Moreover, the error that is raised today gives the message Specified a delimiter with both sep and delim_whitespace=True; you can only specify one. regardless of whether I specify sep or delimiter together with delim_whitespace. I think it should be changed to Specified a delimiter with both delimiter and delim_whitespace=True; you can only specify one. when delimiter is used.

Describe the solution you'd like

Raise a ValueError when both sep and delimiter are used to specify the separator for read_csv.

Change the message "Specified a delimiter with both sep and delim_whitespace=True; you can only specify one." to "Specified a delimiter with both delimiter and delim_whitespace=True; you can only specify one." when both delimiter and delim_whitespace are specified.

API breaking implications

This will "break" code that specify both sep and delimiter. However, it is consistent with the behavior when you specify one of those parameters together with delim_whitespace.
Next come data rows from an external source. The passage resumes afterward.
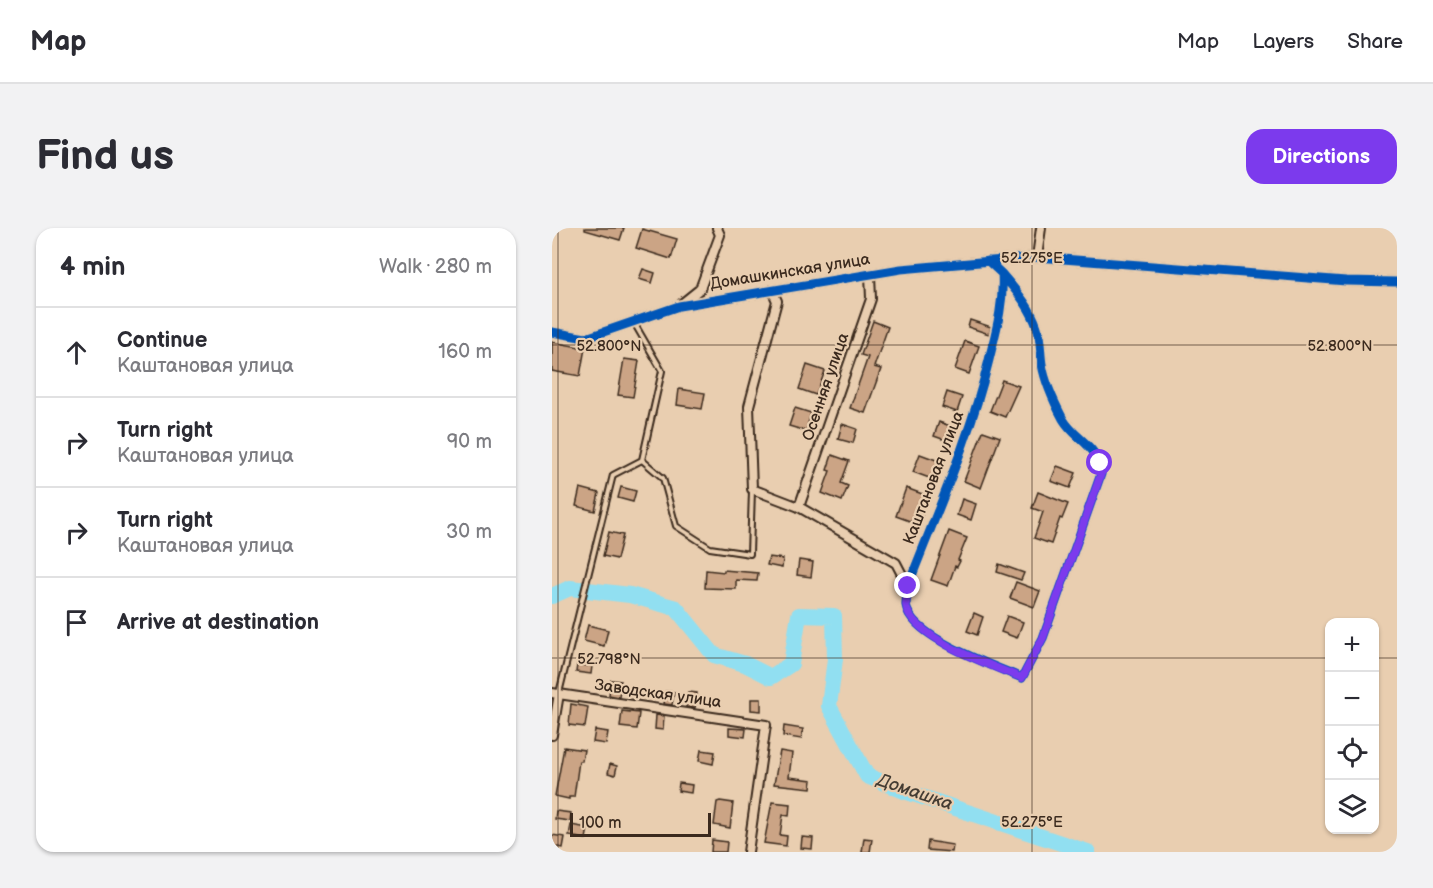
<!DOCTYPE html>
<html lang="en">
<head>
<meta charset="utf-8">
<style>
  :root { --surface:#fff; --page:#f2f2f3; --text:#2b2b33; --muted:#7c7c81; --line:#e1e1e2; --accent:#7c3aed }
  body { margin:0; font-family:"Balsamiq Sans",sans-serif; background:var(--page); color:var(--text) }
  .controls { position:absolute; right:18px; bottom:18px; display:grid; overflow:hidden; border-radius:12px; box-shadow:0 2px 4px #0004 }
  .controls button { width:54px; height:54px; display:grid; place-items:center; padding:0; border:0; border-bottom:2px solid var(--line); background:var(--surface); color:var(--text); font:30px sans-serif }
  .scale { position:absolute; left:18px; bottom:15px; width:141px; box-sizing:border-box; padding-left:6px; border:3px solid #3b2a1e; border-top:0; font-size:16px; line-height:21px; white-space:nowrap; color:#3b2a1e; -webkit-text-stroke:4px #e9ceb0; paint-order:stroke }
  .stop { position:absolute; width:18px; height:18px; margin:-14px; border:4px solid #7c3aed; border-radius:50%; background:#fff }
  .stop.end { background:#7c3aed; border-color:#fff; box-shadow:0 2px 6px #0008 }
  .list { margin:0; padding:0; list-style:none }
  h2 { display:flex; justify-content:space-between; align-items:center; height:78px; margin:0; padding:0 24px; font-size:26px }
  h2 small { font-size:20px; font-weight:400; color:var(--muted) }
  .list li { display:grid; grid-template-columns:39px 1fr auto; gap:18px; align-items:center; box-sizing:border-box; height:90px; padding:0 24px; border-top:2px solid var(--line) }
  .list b { display:block; font-size:22px; white-space:nowrap }
  .list p { margin:0; font-size:20px; white-space:nowrap; color:var(--muted) }
  .list em { font-size:20px; font-style:normal; color:var(--muted) }
  .icon { flex:none; width:33px; height:33px; fill:none; stroke:currentColor; stroke-width:2; stroke-linecap:round; stroke-linejoin:round }
  .map { position:relative; flex:none; width:845px; height:624px; overflow:hidden; border-radius:18px }
  header { display:flex; align-items:center; gap:36px; box-sizing:border-box; height:84px; padding:0 30px; background:var(--surface); border-bottom:2px solid var(--line) }
  header strong { font-size:28px }
  nav { display:flex; gap:33px; margin-inline-start:auto; font-size:21px }
  .intro { display:flex; align-items:center; justify-content:space-between; box-sizing:border-box; height:144px; padding:0 36px }
  h1 { margin:0; font-size:42px }
  .button { padding:15px 27px; border-radius:18px; background:var(--accent); color:#fff; font-size:21px; font-weight:700 }
  main { display:flex; gap:36px; padding:0 36px }
  aside { flex:1; background:var(--surface); border-radius:18px; box-shadow:0 2px 4px #0004 }
  .map>svg:first-child { display:block }
</style>
</head>
<body>
<header>
<strong>Map</strong>
<nav><a>Map</a><a>Layers</a><a>Share</a></nav>
</header>
<div class="intro"><h1>Find us</h1><a class="button">Directions</a></div>
<main>
<aside>
<h2>4 min<small>Walk · 280 m</small></h2>
<ul class="list">
<li><svg class="icon" aria-label="ahead" viewBox="0 0 24 24"><path d="M12 20V5M6 11l6-6 6 6"/></svg><div><b>Continue</b><p>Каштановая улица</p></div><em>160 m</em></li>
<li><svg class="icon" aria-label="right" viewBox="0 0 24 24"><path d="M7 20v-9h11M14 6l5 5-5 5"/></svg><div><b>Turn right</b><p>Каштановая улица</p></div><em>90 m</em></li>
<li><svg class="icon" aria-label="right" viewBox="0 0 24 24"><path d="M7 20v-9h11M14 6l5 5-5 5"/></svg><div><b>Turn right</b><p>Каштановая улица</p></div><em>30 m</em></li>
<li><svg class="icon" aria-label="arrive" viewBox="0 0 24 24"><path d="M6 21V4h12l-3 4 3 4H6"/></svg><div><b>Arrive at destination</b></div></li>
</ul>
</aside>
<div class="map">
<svg width="845" height="624" viewBox="0 0 845 624">
  <rect width="100%" height="100%" fill="#e9ceb0"/>
  <filter id="ink" filterUnits="userSpaceOnUse"><feTurbulence type="fractalNoise" baseFrequency=".0167" numOctaves="2"/><feDisplacementMap in="SourceGraphic" scale="12" xChannelSelector="R" yChannelSelector="G"/><feConvolveMatrix kernelMatrix="1 2 1 2 8 2 1 2 1" color-interpolation-filters="sRGB"/></filter>
  <g filter="url(#ink)">
    <g fill="none" stroke-linecap="round" stroke-linejoin="round">
      <path stroke="#91dff1" stroke-width="16" d="M0,368l18,-8 60,7 46,13 38,47 31,9 26,13 20,-13 8,-49 35,1 1,43 -6,47 38,70 40,16 181,60"/>
    </g>
    <g fill="#cba485" stroke="#3b2a1e" stroke-width="1.5">
      <path d="M33,0h39l-4,12 -35,-10z"/>
      <path d="M90,1l35,10 -6,20 -35,-11z"/>
      <path d="M91,41l12,4 -3,10 -13,-4z"/>
      <path d="M418,92l21,7 -2,7 -21,-7z"/>
      <path d="M321,93l15,6 -14,40 7,2 -16,44 -15,-5 18,-51 -7,-2z"/>
      <path d="M413,113l14,5 -10,28 -14,-5z"/>
      <path d="M0,114l33,6 -5,28 -28,-5z"/>
      <path d="M72,131l15,2 -6,36 -15,-2z"/>
      <path d="M255,137l18,6 -9,24 -17,-6z"/>
      <path d="M450,152l17,6 -14,31 -15,-6z"/>
      <path d="M127,161l26,4 -3,16 -25,-4z"/>
      <path d="M395,164l15,5 -5,15 -15,-5z"/>
      <path d="M243,180l16,5 -5,18 -17,-5z"/>
      <path d="M387,194l14,5 -5,14 -14,-5z"/>
      <path d="M290,196l15,5 -4,14 -15,-4z"/>
      <path d="M431,203l17,6 -19,51 -17,-7z"/>
      <path d="M368,226l19,7 -7,18 -19,-7z"/>
      <path d="M280,227l17,6 -8,22 7,3 -6,15 -20,-8 8,-22 -3,-1z"/>
      <path d="M505,238l19,7 -6,15 -19,-7z"/>
      <path d="M69,259l15,4 -3,11 -15,-4z"/>
      <path d="M28,260l19,5 -4,18 -19,-5z"/>
      <path d="M354,260l19,7 -7,18 4,2 -4,9 -22,-8z"/>
      <path d="M486,264l30,12 -6,15 -2,-1 -9,26 -17,-6 9,-26 -11,-4z"/>
      <path d="M410,271l14,5 -5,16 -14,-5z"/>
      <path d="M397,303l18,7 -9,22 2,1 -3,6 -2,-1 -7,20 -17,-6z"/>
      <path d="M57,304l14,3 -6,24 -14,-3z"/>
      <path d="M217,329l14,2 -1,9 -15,-3z"/>
      <path d="M247,332l14,2 -2,15 -14,-2z"/>
      <path d="M447,336l25,9 -3,7 -24,-8z"/>
      <path d="M154,342l18,2v-2l34,3 -1,8 -21,-1v9l-31,-1z"/>
      <path d="M464,354l24,9 -6,16 -24,-9z"/>
      <path d="M422,385l9,4 -6,18 -10,-4z"/>
      <path d="M455,388l16,6 -6,16 -16,-6z"/>
      <path d="M36,397l20,5 -4,16 -20,-5z"/>
      <path d="M25,437l15,1 -1,8 -15,-2z"/>
      <path d="M59,452l10,1 -2,16 -10,-2z"/>
      <path d="M114,463l8,1 -2,13 -8,-1z"/>
      <path d="M136,464l9,1 -2,15 -9,-1z"/>
      <path d="M199,471h10v12l-10,-1z"/>
      <path d="M19,476l17,3 -3,20 -16,-2z"/>
      <path d="M70,483l17,2 -2,16 -17,-2z"/>
      <path d="M104,487l8,1 -1,14 -8,-1z"/>
      <path d="M232,498l19,3 -2,10 -18,-3z"/>
      <path d="M177,500l17,1 -1,8 -16,-2z"/>
      <path d="M43,502l13,2 -2,12 -13,-2z"/>
      <path d="M12,519l20,3 -2,11h-3l-5,36h-5v2l-14,-3z"/>
      <path d="M149,522l14,2 -2,12 -14,-3z"/>
      <path d="M228,523l12,2 -3,24 23,3 -1,8 -37,-4z"/>
      <path d="M58,536l7,2 -2,9 -7,-2z"/>
      <path d="M127,555l13,2 -1,8 -13,-2z"/>
      <path d="M168,573l13,2 -3,25 -16,-3 3,-23z"/>
      <path d="M220,574l18,2 -1,12 -6,-1 -3,20 7,1 -1,10 -22,-3z"/>
      <path d="M4,583l15,2 -1,8 -15,-2z"/>
      <path d="M19,597l17,3 -2,11 -17,-3z"/>
      <path d="M0,607l13,2 -2,11 -11,-2z"/>
      <path d="M250,609l11,1 -1,11 -11,-1z"/>
      <path d="M312,610l8,1 -2,13h-8z"/>
      <path d="M160,612l15,2 -1,10h-15z"/>
      <path d="M376,613l25,4 -1,7 -25,-2z"/>
    </g>
    <g fill="none" stroke-linecap="round" stroke-linejoin="round">
      <defs>
        <g id="lane">
          <path d="M90,232l21,18 13,48 34,22 40,6 2,-64"/>
          <path d="M7,465l54,-218 29,-15 20,-89 -29,-50"/>
        </g>
        <g id="street">
          <path d="M485,29l4,-29"/>
          <path d="M436,33l14,13c2,30 -6,57 -13,86 -19,78 -52,151 -81,226 0,6 -2,13 -2,19 4,32 89,61 116,73l21,-40 58,-164c-2,-29 -25,-33 -38,-55 -9,-17 -18,-36 -21,-55 -2,-12 -1,-26 -5,-37 -7,-21 -21,-36 -35,-53"/>
          <path d="M220,62l5,11 -28,105 3,83 47,18 97,56 12,23"/>
          <path d="M128,77l20,-16 20,-54 -3,-7"/>
          <path d="M0,104l34,6 93,-32 222,-37 136,-12 309,24 51,1"/>
          <path d="M247,279l72,-208 -1,-25"/>
          <path d="M0,465l214,32 -18,127"/>
          <path d="M0,507l7,-41"/>
        </g>
      </defs>
      <use href="#lane" stroke="#3b2a1e" stroke-width="8"/>
      <use href="#street" stroke="#3b2a1e" stroke-width="12"/>
      <use href="#lane" stroke="#e9ceb0" stroke-width="4"/>
      <use href="#street" stroke="#e9ceb0" stroke-width="8"/>
      <defs>
        <g id="cycleway">
          <path d="M436,33l14,13c2,30 -6,57 -13,86 -19,78 -52,151 -81,226 0,6 -2,13 -2,19 4,32 89,61 116,73l21,-40 58,-164c-2,-29 -25,-33 -38,-55 -9,-17 -18,-36 -21,-55 -2,-12 -1,-26 -5,-37 -7,-21 -21,-36 -35,-53"/>
          <path d="M0,104l34,6 93,-32 222,-37 136,-12 309,24 51,1"/>
        </g>
      </defs>
      <use href="#cycleway" stroke="#e9ceb0" stroke-width="13"/>
      <use href="#cycleway" stroke="#0057b8" stroke-width="9"/>
    </g>
  </g>
  <g fill="none" stroke-linecap="round" stroke-linejoin="round" filter="url(#ink)">
    <path stroke="#7c3aed" stroke-width="8" d="M356,358c0,6 -2,13 -2,19 4,32 89,62 116,73l21,-40 58,-164 -1,-11"/>
  </g>
  <path fill="none" stroke="#3b2a1e" stroke-width="1.5" stroke-opacity="0.45" d="M6,0v624M480,0v624M0,117h845M0,430h778M822,430h23"/>
  <g text-anchor="middle" dominant-baseline="central" stroke-width="4.5" stroke-linejoin="round" paint-order="stroke">
    <g font-size="16" fill="#3b2a1e" stroke="#e9ceb0">
      <text transform="translate(238 44) rotate(-9)">Домашкинская улица</text>
      <text transform="translate(274 159) rotate(-71)">Осенняя улица</text>
      <text transform="translate(382 250) rotate(-69)">Каштановая улица</text>
      <text transform="translate(106 466) rotate(8)">Заводская улица</text>
    </g>
    <g font-size="18" font-style="italic" fill="#443c33" stroke="#e9ceb0">
      <text transform="translate(363 564) rotate(19)">Домашка</text>
    </g>
  </g>
  <g font-size="15" text-anchor="middle" fill="#3b2a1e" stroke="#e9ceb0" stroke-width="4.5" stroke-linejoin="round" paint-order="stroke">
    <text x="480" y="35">52.275°E</text>
    <text x="57" y="123">52.800°N</text>
    <text x="788" y="123">52.800°N</text>
    <text x="57" y="436">52.798°N</text>
    <text x="480" y="599">52.275°E</text>
  </g>
</svg>
<div class="controls">
<button>+</button>
<button>−</button>
<button><svg class="icon" aria-label="locate" viewBox="0 0 24 24"><circle cx="12" cy="12" r="6"/><path d="M12 2v4M12 18v4M2 12h4M18 12h4"/></svg></button>
<button><svg class="icon" aria-label="layers" viewBox="0 0 24 24"><path d="M12 4l9 5-9 5-9-5zM3 14l9 5 9-5"/></svg></button>
</div>
<div class="scale">100 m</div>
<div class="stop" style="left:548px;top:235px"></div>
<div class="stop end" style="left:356px;top:358px"></div>
</div>
</main>
</body>
</html>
Moreover, a similar change has been done at some time between pandas 0.25.3 (the latest version provided by aptitude) and the development version. In the former
pd.read_csv("my_data.csv", delim_whitespace=True, sep=',')
doesn't cause a ValueError, but in the latter it does.

Describe alternatives you've considered

An alternative could be to issue a warning instead of an error, but an error is more consistent with the current behavior for the combination of delim_whitespace and (sep or delimiter).